In great contrast, when I walked into the next store with him, happy as a clam as he wiped his tired eyes, the man at the door greeted us. He spoke to my son in a kind voice and helped us towards our destination. After another employee helped us find the item we were looking for and brought us cold water to drink, we were on our way out. The man stopped us to chat again.

“He is your greatest blessing from God, I hope you know ma’am.” He added with a smile, “And I am sure, your greatest challenge as well.”

I nearly broke down. Partly at having another Christian in front of me who was boldly speaking in a store as an employee, and partly because I desperately needed to hear what he was saying.

“Thank you.” I whispered.

“Merry Christmas to you, God’s blessings.”

As I drove home, I wondered how our day would have changed had we encountered the man first rather than the woman, and how all our days would go if I was surrounded by people who understood or remembered what it was like to be young or raising a young child. Who cared about my son as a little person who is still learning the ropes of living in this world rather than an annoyance in their day no matter how well he behaved. Who treat him with respect without giving him the impression that the world revolves around him.

When I was younger, I encountered a lot of different types of abuse. Originally, this post was going to be written on how to help homeschool mothers so that they don’t get overwhelmed, which I believe is a contributing factor for abuse. But in light of having a two and a half-year-old who is strong-willed and independent, I wanted to come at it from a bit of a different angle.

I firmly believe that abuse comes from (but I wouldn’t say is caused by) a lack of resources and feeling like there is no other choice. In the moment of my son and I experiencing that woman’s foul mouth, I felt like, to be seen as a good mother, I would have to do what she said. But because I love my son and believe he is made in the image of God, I knew in my heart that what she was promoting was not only abusive, but misuse of my authority as a parent that God has given me. I am to protect and cherish this young child and raise him up in a God-pleasing way, and that doesn’t include abusing him even when that kind of parenting might be more common than we would like to admit.

The lack of resources that contribute to abuse can also be not knowing what healthy is.

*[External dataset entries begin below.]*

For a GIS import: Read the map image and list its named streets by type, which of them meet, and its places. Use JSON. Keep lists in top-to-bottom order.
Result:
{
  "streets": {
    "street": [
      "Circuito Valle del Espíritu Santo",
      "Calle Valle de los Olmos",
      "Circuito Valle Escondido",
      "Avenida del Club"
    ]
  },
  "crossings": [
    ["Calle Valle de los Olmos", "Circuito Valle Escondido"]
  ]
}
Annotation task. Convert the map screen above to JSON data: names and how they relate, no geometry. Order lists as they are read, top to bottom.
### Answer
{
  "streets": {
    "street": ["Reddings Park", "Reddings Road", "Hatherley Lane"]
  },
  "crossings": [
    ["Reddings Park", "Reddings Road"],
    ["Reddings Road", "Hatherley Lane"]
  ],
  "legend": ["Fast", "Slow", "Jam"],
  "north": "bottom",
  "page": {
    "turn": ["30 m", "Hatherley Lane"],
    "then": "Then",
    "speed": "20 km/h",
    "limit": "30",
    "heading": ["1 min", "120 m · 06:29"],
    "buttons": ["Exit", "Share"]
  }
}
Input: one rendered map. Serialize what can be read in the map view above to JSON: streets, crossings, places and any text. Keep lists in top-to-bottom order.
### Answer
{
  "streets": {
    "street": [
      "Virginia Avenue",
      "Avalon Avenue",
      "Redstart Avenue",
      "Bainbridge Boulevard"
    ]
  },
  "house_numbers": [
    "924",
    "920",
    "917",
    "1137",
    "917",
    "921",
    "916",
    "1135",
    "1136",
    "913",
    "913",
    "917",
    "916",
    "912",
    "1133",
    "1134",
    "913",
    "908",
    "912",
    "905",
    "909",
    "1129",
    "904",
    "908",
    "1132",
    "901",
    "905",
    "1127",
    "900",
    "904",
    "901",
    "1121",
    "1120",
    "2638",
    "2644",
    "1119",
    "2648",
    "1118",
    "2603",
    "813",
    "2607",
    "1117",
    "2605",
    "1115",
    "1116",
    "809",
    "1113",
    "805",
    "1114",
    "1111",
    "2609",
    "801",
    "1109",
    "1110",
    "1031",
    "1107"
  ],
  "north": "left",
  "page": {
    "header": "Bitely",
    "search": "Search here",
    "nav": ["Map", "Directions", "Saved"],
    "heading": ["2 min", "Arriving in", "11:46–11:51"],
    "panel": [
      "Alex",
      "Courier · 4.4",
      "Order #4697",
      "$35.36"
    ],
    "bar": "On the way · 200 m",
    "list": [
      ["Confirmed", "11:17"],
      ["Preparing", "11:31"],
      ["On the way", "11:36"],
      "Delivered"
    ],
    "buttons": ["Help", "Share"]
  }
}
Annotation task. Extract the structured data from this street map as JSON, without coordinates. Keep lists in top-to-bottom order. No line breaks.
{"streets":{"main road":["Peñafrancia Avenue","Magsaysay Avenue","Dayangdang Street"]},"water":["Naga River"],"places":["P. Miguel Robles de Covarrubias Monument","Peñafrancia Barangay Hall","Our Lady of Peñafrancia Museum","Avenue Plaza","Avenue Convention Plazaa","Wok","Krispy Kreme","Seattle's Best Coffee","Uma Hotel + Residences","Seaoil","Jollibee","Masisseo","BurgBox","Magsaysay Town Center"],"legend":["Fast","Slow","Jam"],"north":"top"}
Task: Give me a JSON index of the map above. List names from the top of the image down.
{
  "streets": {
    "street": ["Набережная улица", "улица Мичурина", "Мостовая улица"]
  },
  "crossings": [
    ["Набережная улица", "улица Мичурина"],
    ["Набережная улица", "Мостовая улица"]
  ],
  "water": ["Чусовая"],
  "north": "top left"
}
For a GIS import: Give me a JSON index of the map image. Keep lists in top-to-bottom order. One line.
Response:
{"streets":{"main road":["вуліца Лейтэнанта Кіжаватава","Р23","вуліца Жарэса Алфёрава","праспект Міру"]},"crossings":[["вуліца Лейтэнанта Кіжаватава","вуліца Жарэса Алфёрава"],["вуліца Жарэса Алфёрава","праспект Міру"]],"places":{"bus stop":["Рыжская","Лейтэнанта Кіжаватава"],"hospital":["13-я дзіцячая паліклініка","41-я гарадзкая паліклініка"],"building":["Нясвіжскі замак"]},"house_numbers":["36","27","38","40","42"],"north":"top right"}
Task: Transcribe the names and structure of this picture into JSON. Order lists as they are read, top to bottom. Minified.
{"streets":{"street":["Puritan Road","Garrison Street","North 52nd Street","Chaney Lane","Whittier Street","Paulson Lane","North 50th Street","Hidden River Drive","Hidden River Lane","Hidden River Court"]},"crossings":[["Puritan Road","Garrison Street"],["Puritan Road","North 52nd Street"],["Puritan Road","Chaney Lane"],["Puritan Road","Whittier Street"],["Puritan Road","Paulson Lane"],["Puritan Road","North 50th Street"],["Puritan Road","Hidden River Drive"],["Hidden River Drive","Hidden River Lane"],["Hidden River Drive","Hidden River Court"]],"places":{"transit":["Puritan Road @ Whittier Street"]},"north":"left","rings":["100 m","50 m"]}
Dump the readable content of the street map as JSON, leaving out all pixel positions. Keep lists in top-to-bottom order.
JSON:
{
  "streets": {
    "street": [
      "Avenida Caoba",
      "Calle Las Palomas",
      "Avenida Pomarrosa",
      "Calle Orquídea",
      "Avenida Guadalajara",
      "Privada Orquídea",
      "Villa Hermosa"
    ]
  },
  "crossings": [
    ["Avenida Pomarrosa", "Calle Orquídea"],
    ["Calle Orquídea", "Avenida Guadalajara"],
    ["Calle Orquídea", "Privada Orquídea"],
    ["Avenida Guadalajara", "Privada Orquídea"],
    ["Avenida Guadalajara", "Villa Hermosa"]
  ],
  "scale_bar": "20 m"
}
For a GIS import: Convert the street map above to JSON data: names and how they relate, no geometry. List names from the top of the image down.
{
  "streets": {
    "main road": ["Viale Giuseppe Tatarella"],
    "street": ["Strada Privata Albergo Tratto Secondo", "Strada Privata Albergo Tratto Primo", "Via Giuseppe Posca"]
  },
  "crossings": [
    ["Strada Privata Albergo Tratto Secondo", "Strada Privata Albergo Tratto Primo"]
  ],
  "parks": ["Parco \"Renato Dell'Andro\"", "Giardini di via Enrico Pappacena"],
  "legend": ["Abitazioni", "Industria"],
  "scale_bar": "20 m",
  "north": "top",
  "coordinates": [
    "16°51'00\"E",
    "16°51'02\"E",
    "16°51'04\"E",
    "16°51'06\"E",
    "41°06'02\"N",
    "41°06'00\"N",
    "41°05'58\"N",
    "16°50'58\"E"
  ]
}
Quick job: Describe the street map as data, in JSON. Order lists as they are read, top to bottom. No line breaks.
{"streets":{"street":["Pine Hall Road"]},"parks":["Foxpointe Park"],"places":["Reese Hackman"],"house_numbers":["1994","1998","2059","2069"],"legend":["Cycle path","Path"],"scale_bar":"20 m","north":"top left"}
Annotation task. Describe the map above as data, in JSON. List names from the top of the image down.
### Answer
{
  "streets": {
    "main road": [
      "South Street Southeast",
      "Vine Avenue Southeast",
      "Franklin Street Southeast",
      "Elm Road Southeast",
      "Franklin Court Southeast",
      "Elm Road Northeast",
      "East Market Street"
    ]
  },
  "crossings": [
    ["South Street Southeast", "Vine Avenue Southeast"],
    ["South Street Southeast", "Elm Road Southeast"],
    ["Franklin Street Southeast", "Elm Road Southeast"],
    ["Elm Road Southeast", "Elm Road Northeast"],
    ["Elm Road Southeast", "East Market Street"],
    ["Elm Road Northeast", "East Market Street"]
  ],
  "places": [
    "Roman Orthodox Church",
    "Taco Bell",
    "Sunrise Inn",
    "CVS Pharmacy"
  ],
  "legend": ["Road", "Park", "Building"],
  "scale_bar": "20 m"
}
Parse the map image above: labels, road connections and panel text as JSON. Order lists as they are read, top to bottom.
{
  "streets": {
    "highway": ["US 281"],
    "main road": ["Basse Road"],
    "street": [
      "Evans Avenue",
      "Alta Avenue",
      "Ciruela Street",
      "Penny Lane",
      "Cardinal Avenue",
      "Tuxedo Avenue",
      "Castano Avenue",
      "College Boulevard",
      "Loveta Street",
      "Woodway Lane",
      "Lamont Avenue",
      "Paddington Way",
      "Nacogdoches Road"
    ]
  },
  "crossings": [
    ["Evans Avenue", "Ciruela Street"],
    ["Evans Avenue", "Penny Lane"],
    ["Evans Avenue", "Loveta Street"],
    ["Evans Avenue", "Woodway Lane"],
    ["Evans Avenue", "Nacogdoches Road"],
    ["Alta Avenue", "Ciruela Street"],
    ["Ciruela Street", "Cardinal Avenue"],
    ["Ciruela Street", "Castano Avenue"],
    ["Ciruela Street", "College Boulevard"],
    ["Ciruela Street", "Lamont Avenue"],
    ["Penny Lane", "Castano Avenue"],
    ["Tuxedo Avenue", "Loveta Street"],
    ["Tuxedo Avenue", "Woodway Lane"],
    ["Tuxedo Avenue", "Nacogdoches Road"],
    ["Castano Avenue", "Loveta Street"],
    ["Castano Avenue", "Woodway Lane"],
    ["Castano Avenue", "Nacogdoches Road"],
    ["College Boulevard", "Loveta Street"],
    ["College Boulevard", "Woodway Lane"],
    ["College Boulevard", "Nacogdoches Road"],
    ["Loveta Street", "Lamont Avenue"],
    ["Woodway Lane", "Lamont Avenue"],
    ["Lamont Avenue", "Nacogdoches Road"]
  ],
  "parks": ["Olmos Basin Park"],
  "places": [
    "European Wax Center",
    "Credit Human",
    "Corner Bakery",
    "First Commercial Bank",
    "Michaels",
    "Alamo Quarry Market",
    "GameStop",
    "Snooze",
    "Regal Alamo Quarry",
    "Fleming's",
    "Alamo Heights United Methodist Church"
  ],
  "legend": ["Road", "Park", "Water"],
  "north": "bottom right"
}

Not having a support system so that you can get a break and breathing room. Or not having the energy, health, sleep, nutrition, or mental stability to function properly and give grace or appropriate discipline.

There can also be manufactured scarcity from social pressure and impossible expectations that cause you to lose sight of the context of your life. When you focus on everything that isn’t perfect and how others perceive you in light of that, you risk lash out in a verbally, physically, or spiritually abusive manner towards your youngest neighbor rather than seeing the whole picture. The vast majority of the time, my toddler doesn’t act up because he enjoys it, he acts up because he needs something and doesn’t have the words or capacity to convey it. Physically injuring him doesn’t fill his need.

To be certain, I’m not addressing spanking here. I’m not debating it because that isn’t the point of any of this, so please don’t make it that. I am addressing what this woman advocated for, which was physical domination over a child intending to silence the issue and break the will, that would likely result in bruises. That is never okay.

If we really want children to grow up to be healthy members of society, the first step is not teaching them that they deserve to be abused because they are having a difficult time. The first step is making sure they aren’t experiencing scarcity issues, and their caregivers aren’t either. So go a hug a mom and baby you know, ask if there is anything you can do to help. Maybe bring them a meal or play a game for a few minutes with the kiddo. Moms and babies are people too, albeit often sleep deprived and a bit stressed out.